Try it: Collect from the data below each line with "setLineDash".

Collection entries:
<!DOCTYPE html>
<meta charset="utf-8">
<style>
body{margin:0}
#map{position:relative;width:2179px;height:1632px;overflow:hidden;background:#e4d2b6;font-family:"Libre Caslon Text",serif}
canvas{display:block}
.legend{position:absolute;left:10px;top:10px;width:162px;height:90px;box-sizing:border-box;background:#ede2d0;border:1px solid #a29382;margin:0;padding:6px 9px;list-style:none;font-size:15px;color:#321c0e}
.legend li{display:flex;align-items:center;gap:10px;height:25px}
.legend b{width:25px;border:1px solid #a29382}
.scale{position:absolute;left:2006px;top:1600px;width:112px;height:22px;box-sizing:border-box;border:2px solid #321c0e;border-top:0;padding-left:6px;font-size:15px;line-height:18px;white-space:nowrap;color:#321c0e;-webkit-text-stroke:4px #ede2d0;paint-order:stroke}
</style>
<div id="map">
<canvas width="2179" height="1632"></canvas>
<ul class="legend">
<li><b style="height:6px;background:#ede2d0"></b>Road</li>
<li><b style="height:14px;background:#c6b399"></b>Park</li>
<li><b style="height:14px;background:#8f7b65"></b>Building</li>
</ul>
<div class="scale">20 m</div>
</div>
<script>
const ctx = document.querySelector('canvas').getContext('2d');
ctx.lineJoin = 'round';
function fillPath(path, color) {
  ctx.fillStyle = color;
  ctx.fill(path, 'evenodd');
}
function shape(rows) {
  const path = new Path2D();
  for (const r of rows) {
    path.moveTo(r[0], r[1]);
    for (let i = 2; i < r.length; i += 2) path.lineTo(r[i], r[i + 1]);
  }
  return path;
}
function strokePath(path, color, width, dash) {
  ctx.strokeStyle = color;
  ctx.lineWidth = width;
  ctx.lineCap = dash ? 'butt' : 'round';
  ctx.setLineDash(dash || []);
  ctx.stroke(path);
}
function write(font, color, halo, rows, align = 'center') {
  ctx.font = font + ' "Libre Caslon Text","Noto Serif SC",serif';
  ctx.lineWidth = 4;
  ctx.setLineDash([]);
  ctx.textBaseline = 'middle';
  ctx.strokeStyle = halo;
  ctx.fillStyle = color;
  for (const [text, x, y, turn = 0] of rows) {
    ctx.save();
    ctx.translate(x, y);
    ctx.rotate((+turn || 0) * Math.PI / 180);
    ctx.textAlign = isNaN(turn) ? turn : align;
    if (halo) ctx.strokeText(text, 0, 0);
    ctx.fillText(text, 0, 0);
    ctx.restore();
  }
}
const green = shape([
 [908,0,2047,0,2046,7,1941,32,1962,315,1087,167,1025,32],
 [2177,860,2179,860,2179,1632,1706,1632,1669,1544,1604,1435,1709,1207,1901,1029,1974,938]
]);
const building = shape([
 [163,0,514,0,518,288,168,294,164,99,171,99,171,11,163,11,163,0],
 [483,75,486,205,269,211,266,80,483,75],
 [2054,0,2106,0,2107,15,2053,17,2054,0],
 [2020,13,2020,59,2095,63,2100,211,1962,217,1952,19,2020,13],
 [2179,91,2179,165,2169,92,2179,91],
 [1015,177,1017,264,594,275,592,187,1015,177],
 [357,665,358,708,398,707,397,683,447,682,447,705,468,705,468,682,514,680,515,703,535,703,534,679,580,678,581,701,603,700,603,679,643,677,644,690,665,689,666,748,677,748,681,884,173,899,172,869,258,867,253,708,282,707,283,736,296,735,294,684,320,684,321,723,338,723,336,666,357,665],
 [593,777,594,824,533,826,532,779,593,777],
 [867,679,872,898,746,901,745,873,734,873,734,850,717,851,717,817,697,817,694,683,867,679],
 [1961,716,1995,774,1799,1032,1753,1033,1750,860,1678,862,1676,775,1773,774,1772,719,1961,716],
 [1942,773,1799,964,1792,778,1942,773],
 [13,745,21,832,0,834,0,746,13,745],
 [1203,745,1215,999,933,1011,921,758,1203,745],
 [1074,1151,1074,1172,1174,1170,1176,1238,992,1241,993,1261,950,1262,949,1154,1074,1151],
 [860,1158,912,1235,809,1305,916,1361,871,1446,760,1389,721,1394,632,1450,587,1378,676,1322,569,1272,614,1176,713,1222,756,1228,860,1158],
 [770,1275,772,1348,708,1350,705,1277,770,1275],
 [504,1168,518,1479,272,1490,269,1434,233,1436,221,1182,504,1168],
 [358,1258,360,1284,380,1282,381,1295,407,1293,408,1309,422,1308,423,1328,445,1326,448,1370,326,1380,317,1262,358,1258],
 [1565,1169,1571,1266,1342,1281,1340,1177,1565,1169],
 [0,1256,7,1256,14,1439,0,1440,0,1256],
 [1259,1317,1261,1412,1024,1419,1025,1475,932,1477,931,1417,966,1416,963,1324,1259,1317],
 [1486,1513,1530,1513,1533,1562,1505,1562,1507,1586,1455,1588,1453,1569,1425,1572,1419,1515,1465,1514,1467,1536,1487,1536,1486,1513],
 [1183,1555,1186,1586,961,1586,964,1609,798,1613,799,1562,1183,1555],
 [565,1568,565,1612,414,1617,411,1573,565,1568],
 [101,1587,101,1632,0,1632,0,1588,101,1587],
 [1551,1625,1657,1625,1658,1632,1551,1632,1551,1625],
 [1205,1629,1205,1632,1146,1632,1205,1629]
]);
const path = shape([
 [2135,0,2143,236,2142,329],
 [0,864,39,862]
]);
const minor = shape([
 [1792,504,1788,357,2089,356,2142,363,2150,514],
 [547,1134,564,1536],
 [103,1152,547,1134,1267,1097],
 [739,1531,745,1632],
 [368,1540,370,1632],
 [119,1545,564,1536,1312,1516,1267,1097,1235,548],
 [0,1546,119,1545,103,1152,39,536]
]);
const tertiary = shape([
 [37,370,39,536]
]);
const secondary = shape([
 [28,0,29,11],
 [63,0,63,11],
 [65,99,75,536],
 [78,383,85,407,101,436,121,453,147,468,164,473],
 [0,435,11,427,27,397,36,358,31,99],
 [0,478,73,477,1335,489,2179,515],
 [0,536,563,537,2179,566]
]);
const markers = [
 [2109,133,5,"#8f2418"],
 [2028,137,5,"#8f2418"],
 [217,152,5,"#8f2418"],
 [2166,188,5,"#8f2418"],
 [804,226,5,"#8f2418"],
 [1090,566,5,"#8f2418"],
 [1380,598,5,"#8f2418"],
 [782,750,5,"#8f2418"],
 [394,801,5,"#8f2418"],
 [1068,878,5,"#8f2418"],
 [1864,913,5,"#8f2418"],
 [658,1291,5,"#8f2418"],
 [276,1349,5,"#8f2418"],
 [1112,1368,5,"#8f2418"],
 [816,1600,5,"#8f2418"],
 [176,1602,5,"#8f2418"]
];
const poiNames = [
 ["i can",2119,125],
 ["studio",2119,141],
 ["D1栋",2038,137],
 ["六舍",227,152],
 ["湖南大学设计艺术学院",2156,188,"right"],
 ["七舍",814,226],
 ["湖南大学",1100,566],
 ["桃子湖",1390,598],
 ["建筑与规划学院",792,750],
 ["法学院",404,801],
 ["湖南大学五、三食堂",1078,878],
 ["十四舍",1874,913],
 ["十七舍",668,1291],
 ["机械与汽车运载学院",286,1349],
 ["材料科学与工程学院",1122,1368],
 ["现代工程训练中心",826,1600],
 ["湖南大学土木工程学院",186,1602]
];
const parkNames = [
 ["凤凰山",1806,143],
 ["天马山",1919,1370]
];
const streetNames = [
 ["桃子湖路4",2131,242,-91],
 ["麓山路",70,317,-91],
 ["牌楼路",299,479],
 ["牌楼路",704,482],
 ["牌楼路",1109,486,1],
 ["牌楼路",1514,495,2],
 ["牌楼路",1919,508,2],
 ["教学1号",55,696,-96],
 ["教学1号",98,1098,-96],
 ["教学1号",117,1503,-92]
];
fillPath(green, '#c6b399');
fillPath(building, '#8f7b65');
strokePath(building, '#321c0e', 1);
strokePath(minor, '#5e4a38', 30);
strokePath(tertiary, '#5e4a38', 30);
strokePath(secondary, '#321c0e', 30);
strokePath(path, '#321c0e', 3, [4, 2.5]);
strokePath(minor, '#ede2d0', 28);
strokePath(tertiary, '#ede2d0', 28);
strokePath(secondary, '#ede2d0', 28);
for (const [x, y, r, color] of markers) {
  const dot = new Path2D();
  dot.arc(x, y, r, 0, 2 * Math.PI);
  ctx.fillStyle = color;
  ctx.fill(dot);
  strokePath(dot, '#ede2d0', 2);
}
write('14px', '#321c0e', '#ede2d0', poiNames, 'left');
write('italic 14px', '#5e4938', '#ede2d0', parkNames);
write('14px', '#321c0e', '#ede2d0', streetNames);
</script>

Answer for this exercise:
  ctx.setLineDash(dash || []);
  ctx.setLineDash([]);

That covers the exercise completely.